En fait, remarque Vincent Bonnecase, « aucune de ces mobilisations n’est réductible à la question du coût de la vie : elles s’ancrent toutes dans un spectre beaucoup plus large de griefs ». A vrai dire, « dans chaque pays, la vie chère s’est cumulée à d’autres raisons de la colère, parfois plus parlante pour les populations concernées ». En Egypte, tout est parti d’une grève dans le secteur textile ; en Tunisie, du bassin minier de Gafsa à l’occasion d’une campagne de recrutement dans un contexte de chômage endémique.
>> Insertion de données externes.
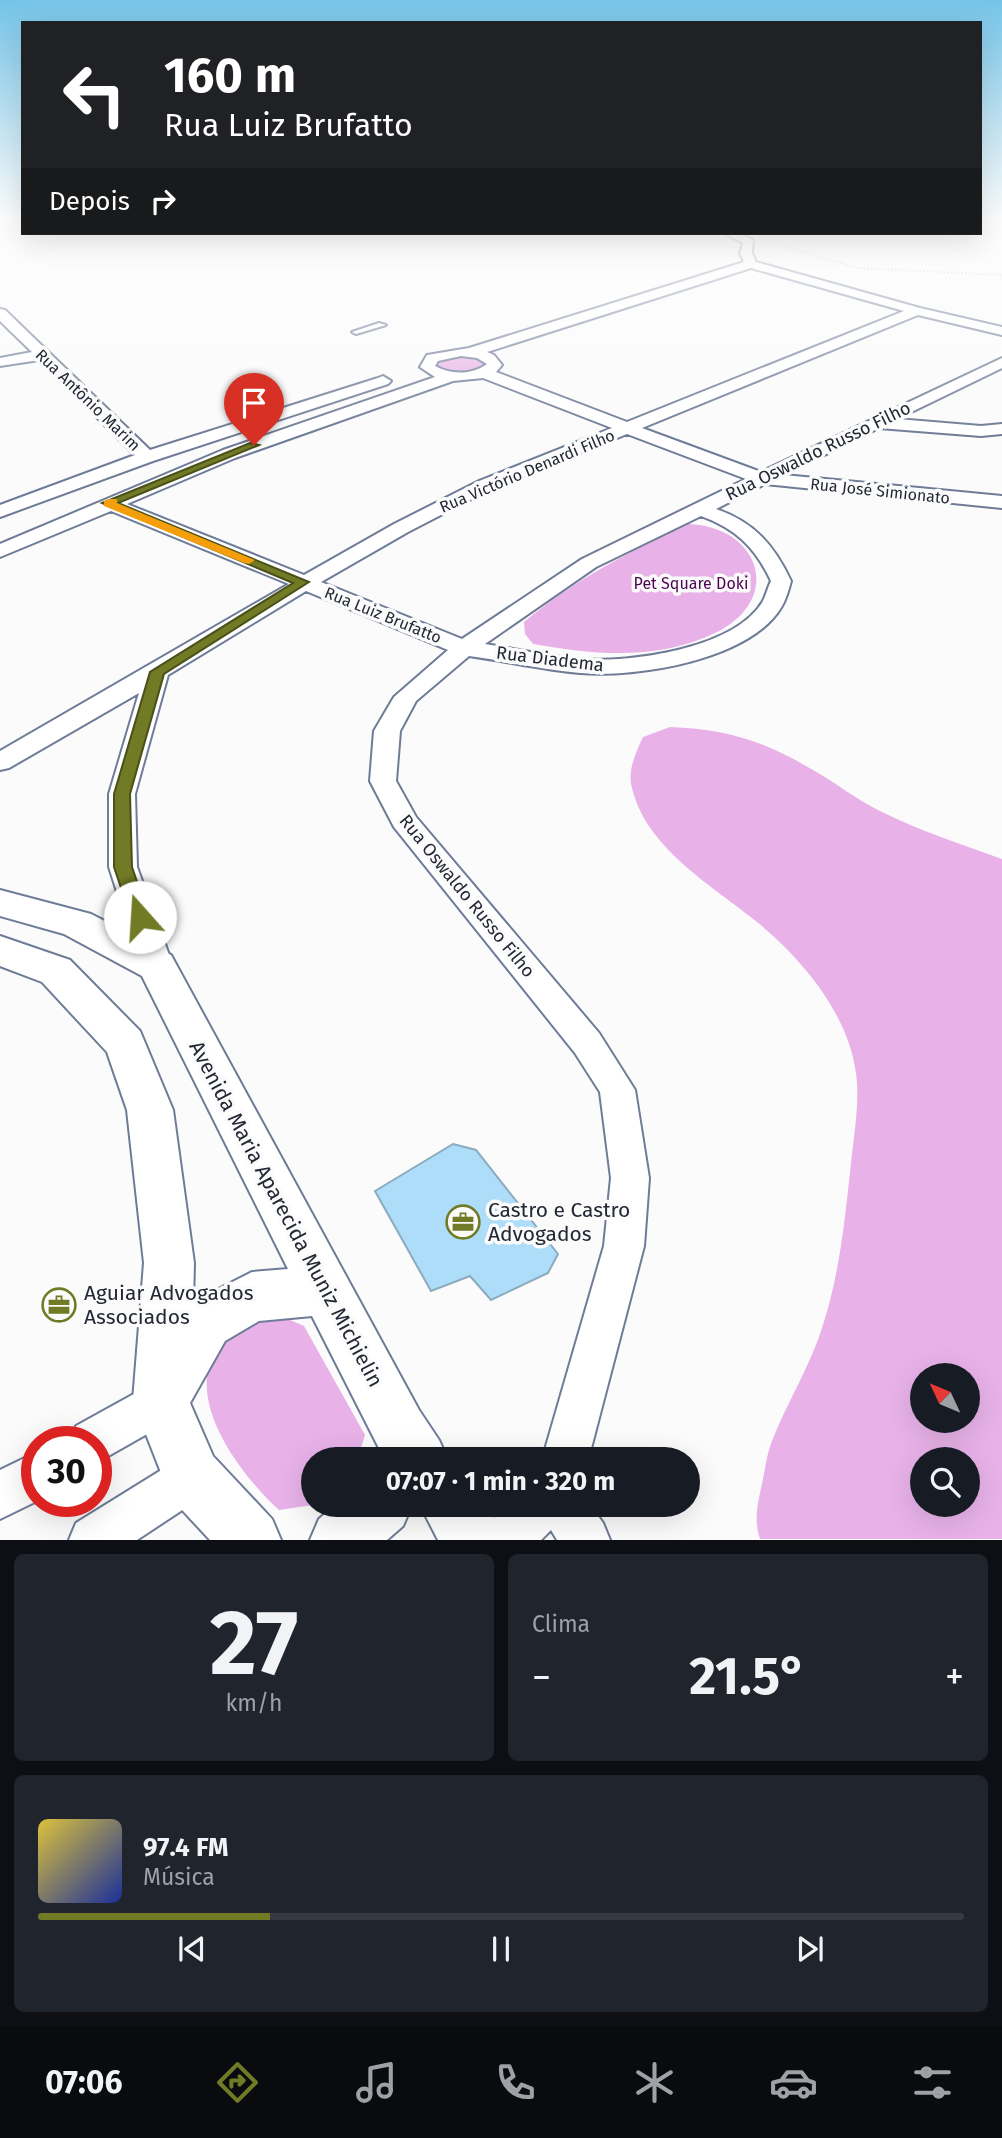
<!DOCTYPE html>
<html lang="pt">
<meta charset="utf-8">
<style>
:root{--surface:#171b24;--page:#20242c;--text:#f1f3f6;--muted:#9ea1a6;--line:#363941;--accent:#717b26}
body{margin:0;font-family:"Fira Sans",sans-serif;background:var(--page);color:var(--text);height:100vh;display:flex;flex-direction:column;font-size:26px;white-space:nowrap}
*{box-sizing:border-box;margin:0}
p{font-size:23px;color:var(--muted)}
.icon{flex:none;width:38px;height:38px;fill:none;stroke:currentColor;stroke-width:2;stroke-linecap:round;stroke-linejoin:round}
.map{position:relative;height:1540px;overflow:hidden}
.panel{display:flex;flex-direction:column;gap:14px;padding:14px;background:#0d0f14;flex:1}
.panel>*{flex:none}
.top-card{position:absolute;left:21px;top:21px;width:961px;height:214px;border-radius:0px;box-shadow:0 7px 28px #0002;background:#202124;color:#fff;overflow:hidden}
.needle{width:46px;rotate:314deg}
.buttons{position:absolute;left:910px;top:1363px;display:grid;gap:14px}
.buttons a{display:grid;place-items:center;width:70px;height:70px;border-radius:50%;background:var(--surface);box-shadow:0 7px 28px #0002;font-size:35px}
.speed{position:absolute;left:21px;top:1426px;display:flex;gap:14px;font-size:35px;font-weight:700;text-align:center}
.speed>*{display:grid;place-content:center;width:91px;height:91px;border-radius:50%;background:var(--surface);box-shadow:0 7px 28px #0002;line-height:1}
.speed .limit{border:10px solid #d22;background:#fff;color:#111}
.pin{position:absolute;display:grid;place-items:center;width:60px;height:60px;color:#fff;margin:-72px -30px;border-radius:50% 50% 50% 0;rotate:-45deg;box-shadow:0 0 7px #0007}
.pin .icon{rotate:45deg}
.me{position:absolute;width:77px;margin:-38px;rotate:341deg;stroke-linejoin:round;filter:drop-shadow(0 0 5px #0008)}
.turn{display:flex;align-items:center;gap:24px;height:147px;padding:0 28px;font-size:32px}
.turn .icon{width:91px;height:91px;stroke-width:2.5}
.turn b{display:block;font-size:49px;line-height:60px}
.then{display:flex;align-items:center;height:66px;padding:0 28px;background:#0003;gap:14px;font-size:26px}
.big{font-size:52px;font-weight:700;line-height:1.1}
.panel .widget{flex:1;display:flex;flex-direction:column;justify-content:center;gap:10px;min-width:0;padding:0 24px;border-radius:10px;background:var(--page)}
.panel .dial{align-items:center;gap:0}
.dial b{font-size:91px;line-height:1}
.song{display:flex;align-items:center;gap:21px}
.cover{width:84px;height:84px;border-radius:10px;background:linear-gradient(135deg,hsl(50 70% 55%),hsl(230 70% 35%))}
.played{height:7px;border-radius:4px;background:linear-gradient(90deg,var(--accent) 25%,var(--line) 25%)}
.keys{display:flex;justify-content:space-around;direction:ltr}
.heat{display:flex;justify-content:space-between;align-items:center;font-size:38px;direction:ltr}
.panel .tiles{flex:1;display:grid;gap:14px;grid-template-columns:1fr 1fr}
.widget:last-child{grid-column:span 2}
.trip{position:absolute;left:301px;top:1447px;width:399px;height:70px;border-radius:35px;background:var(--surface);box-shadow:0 7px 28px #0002;font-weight:700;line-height:70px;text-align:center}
.dock{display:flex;height:112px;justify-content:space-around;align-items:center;background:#090b0e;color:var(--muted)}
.dock .icon{width:49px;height:49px}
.dock .active{color:var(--accent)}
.dock b{font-size:32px;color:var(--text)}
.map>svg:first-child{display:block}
</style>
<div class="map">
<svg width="1002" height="1540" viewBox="0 0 1002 1540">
<rect width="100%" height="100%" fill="#fbfbfb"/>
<g fill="#e8b2e9" fill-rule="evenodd">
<path d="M460,355L476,356L488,364L487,367C470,372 452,377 437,366L440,360Z"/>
<path d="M688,524C758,526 785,597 717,632C658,661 595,655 533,644L525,634L524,622C572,581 631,551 688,524Z"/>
<path d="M670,727C726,729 764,741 813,770C836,783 857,800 882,812C920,831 961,844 1002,859V1539H760C754,1520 757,1508 761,1488C765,1473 766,1456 772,1441C787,1402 811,1365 823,1325C840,1272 845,1218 851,1163C854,1134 860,1102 856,1073C848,1012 799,955 752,918C708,883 646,847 632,788C627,771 636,752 643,737ZM922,1376H968V1421H922ZM922,1460H968V1505H922Z"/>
<path d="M269,1317L288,1319L304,1326L365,1435L357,1460H313V1505L279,1510C238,1473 170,1382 231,1336C244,1326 253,1321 269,1317Z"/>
</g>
<polygon fill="#aeddfa" stroke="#8babbe" stroke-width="2" points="453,1144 476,1150 558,1254 548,1273 491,1300 470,1276 431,1291 375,1191"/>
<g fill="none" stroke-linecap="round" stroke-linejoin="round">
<defs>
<polygon id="service" points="379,323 386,325 356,334 352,332"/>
<g id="minor">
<path d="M724,233H738L753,240L752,253L756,262L920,308L1002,327V335L918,315L642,428L761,472L1002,358V368L897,419L981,426L1002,424V434L981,436L879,428L784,475L1002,496V508L765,484L716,509C754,522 774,545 791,581C789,589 786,599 782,606C751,660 637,678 580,673C543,670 506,661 469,656L416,701L400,731L396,781L416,817L599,1033L635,1090L649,1178L644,1246L588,1460H542L604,1246L611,1178L600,1092L575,1053L394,827L370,781L374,731L394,697L448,650L306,591L168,675L135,794L137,867L173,966L168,974L157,978L146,974L141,966L109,867V794L139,693L9,768L0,770V751L289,584L111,511L0,557V544L223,450L435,377L420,367L427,355L469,348L744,262L740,253L743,243ZM751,268L904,311L627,422L496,372L502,365L494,355L487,352ZM461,356L477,358L487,364C472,375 451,375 435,366L438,361ZM483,378L612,428L479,481L394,524L304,575L127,504L235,458L453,381ZM627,434L746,479L582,559L462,639L321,582L408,532L491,489ZM701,516C736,529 755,547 771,581C768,587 766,595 763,601C735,649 630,663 580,659C548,656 516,649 485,644L596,567Z"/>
<polygon points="0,309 5,310 150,450 378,378 383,376 391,381 388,384 153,461 0,517 0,505 135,455 39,360 0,366 0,358 32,352 0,321"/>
<polygon points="161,1379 177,1385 183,1401 177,1417 96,1463 96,1442 69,1442 76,1426"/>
<polygon points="37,1452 37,1501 0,1519 0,1470"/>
<polygon points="192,1454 208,1461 215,1477 208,1493 137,1540 69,1540 76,1523 176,1461"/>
<polygon points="509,1505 590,1505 603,1523 610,1540 557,1540 551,1530 541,1540 481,1540 488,1523"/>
</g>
<g id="tertiary">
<polygon points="0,890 91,914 171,955 419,1410 439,1440 448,1460 385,1460 312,1316 259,1321 225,1341 190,1403 213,1456 272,1519 281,1540 210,1540 171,1498 133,1401 144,1263 127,1110 107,1052 42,982 0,966 0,936 70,960 140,1031 173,1110 194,1263 193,1302 252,1272 288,1269 142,976 64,934 0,916"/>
<polygon points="335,1505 412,1505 403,1526 387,1540 310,1540 319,1519"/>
<polygon points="420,1505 486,1505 495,1519 504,1540 438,1540"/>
</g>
</defs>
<use href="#service" stroke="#6f7c97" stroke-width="4"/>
<use href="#minor" stroke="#6f7c97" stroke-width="4"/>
<use href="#tertiary" stroke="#6f7c97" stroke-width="4"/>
<polyline stroke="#b1b3b7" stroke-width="2" stroke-dasharray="1 2.5" stroke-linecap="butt" points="764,237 792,249 857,268 1002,275"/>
<use href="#service" fill="#fff" fill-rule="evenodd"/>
<use href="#minor" fill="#fff" fill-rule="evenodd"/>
<use href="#tertiary" fill="#fff" fill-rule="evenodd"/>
</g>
<linearGradient id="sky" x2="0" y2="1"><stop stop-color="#75c4e8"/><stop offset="0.5" stop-color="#fdfdfd"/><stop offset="1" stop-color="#fdfdfd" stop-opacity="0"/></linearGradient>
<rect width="1002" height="436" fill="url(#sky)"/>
<polygon fill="#717b26" stroke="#495019" stroke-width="2" points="250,443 259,445 118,503 309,582 164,674 130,794 132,867 149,917 147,921 133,921 131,917 114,867 114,794 150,672 293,583 102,503"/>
<polygon fill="#f59e0b" points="109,499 117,499 117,503 255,560 249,564 244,563 104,506 104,501"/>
<defs>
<symbol id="office-ring" viewBox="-11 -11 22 22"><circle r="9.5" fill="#fbfbfb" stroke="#717b26" stroke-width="1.5"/><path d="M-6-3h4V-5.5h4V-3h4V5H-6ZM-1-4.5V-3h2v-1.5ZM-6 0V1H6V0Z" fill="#717b26"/></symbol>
</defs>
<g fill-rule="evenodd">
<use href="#office-ring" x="444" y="1203" width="38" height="38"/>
<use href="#office-ring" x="40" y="1286" width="38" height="38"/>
</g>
<g text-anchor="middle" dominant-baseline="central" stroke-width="7" stroke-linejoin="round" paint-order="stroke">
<g font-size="16" fill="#232834" stroke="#fbfbfb">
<text transform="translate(88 400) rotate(44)">Rua Antônio Marim</text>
<text transform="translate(527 471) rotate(-23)">Rua Victório Denardi Filho</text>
<text transform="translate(880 491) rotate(6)">Rua José Simionato</text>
<text transform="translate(383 615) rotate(22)">Rua Luiz Brufatto</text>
</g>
<g font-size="16" fill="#4d0351" stroke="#fbfbfb">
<text x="691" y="583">Pet Square Doki</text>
</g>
<g font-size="18" fill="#232834" stroke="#fbfbfb">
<text transform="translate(818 451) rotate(-26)">Rua Oswaldo Russo Filho</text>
<text transform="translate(550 659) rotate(7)">Rua Diadema</text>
<text transform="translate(467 896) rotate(51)">Rua Oswaldo Russo Filho</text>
</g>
<g font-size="21" fill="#232834" stroke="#fbfbfb" text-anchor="start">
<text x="488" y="1210">Castro e Castro<tspan x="488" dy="24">Advogados</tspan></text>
<text x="84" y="1293">Aguiar Advogados<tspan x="84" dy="24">Associados</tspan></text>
</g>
<g font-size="21" fill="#232834" stroke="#fbfbfb">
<text transform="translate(286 1214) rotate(62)">Avenida Maria Aparecida Muniz Michielin</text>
</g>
</g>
</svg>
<div class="buttons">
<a><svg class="needle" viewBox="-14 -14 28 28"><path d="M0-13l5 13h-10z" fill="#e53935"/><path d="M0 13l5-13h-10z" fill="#9ea1a6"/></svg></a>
<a><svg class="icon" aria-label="search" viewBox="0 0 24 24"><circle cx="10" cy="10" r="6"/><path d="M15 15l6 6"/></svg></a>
</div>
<div class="speed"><div class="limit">30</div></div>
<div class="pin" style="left:254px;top:445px;background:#d93025"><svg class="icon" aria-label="arrive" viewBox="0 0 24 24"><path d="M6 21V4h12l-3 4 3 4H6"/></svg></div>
<svg class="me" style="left:140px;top:917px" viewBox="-20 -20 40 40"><circle r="19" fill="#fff"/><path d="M0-13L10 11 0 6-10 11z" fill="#717b26"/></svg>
<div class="trip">07:07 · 1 min · 320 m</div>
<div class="top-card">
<div class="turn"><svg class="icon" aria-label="left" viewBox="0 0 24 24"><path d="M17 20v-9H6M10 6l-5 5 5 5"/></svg><div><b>160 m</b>Rua Luiz Brufatto</div></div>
<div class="then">Depois<svg class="icon" aria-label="right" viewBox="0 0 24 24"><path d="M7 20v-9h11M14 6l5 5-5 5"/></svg></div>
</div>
</div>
<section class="panel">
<div class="tiles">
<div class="widget dial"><b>27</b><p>km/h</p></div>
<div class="widget"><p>Clima</p>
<div class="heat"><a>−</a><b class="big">21.5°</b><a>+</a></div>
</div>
<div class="widget">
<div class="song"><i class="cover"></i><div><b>97.4 FM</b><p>Música</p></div></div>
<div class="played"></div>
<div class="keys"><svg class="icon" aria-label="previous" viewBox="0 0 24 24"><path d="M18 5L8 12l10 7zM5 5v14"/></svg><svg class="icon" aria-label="pause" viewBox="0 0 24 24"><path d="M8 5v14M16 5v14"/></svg><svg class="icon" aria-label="next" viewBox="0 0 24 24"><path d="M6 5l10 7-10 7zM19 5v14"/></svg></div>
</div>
</div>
</section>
<nav class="dock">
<b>07:06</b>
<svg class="icon active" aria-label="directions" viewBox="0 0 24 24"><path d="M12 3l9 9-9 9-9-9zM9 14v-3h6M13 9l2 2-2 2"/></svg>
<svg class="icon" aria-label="music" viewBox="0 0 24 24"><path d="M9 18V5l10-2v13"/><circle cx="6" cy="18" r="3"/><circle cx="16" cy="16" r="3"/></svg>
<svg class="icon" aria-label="phone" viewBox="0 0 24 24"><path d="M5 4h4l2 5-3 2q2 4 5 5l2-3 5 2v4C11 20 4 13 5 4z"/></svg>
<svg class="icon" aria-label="climate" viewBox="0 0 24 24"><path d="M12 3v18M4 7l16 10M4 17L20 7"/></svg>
<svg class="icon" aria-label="car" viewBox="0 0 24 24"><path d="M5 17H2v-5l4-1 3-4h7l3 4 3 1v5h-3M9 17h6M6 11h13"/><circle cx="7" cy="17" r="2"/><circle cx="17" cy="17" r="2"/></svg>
<svg class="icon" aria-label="filters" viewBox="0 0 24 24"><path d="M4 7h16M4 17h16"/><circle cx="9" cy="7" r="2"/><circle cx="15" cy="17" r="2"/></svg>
</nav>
Des analyses précises de Vincent Bonnecase, il apparaît que les émeutes ne dépendent pas tant des conditions matérielles en tant que telles que du sentiment d’injustice qui se nourrit aussi bien du présent que de « la manière dont la justice sociale a été administrée par le passé ». Et qui, accolé à la colère ressentie, traduit une remise en question des compromis sociaux entre les classes dirigeantes et les classes populaires et révèlent certaines « attentes morales » à l’égard des autorités.

« Politique du ventre »

En réinscrivant les événements de 2008 dans des « historicités vernaculaires » qu’il appréhende sur le temps long, Vincent Bonnecase distingue les spécificités européennes et africaines. Il observe d’abord que « l’idéologie néolibérale, qui consiste à invisibiliser les responsabilités dans le fonctionnement des marchés (…), semble avoir nettement moins pris en Afrique que dans d’autres parties du monde ». Le mythe du marché comme entité autonome ne fonctionnant guère, la vie chère est perçue comme le résultat de décisions prises par des personnes et non par le marché.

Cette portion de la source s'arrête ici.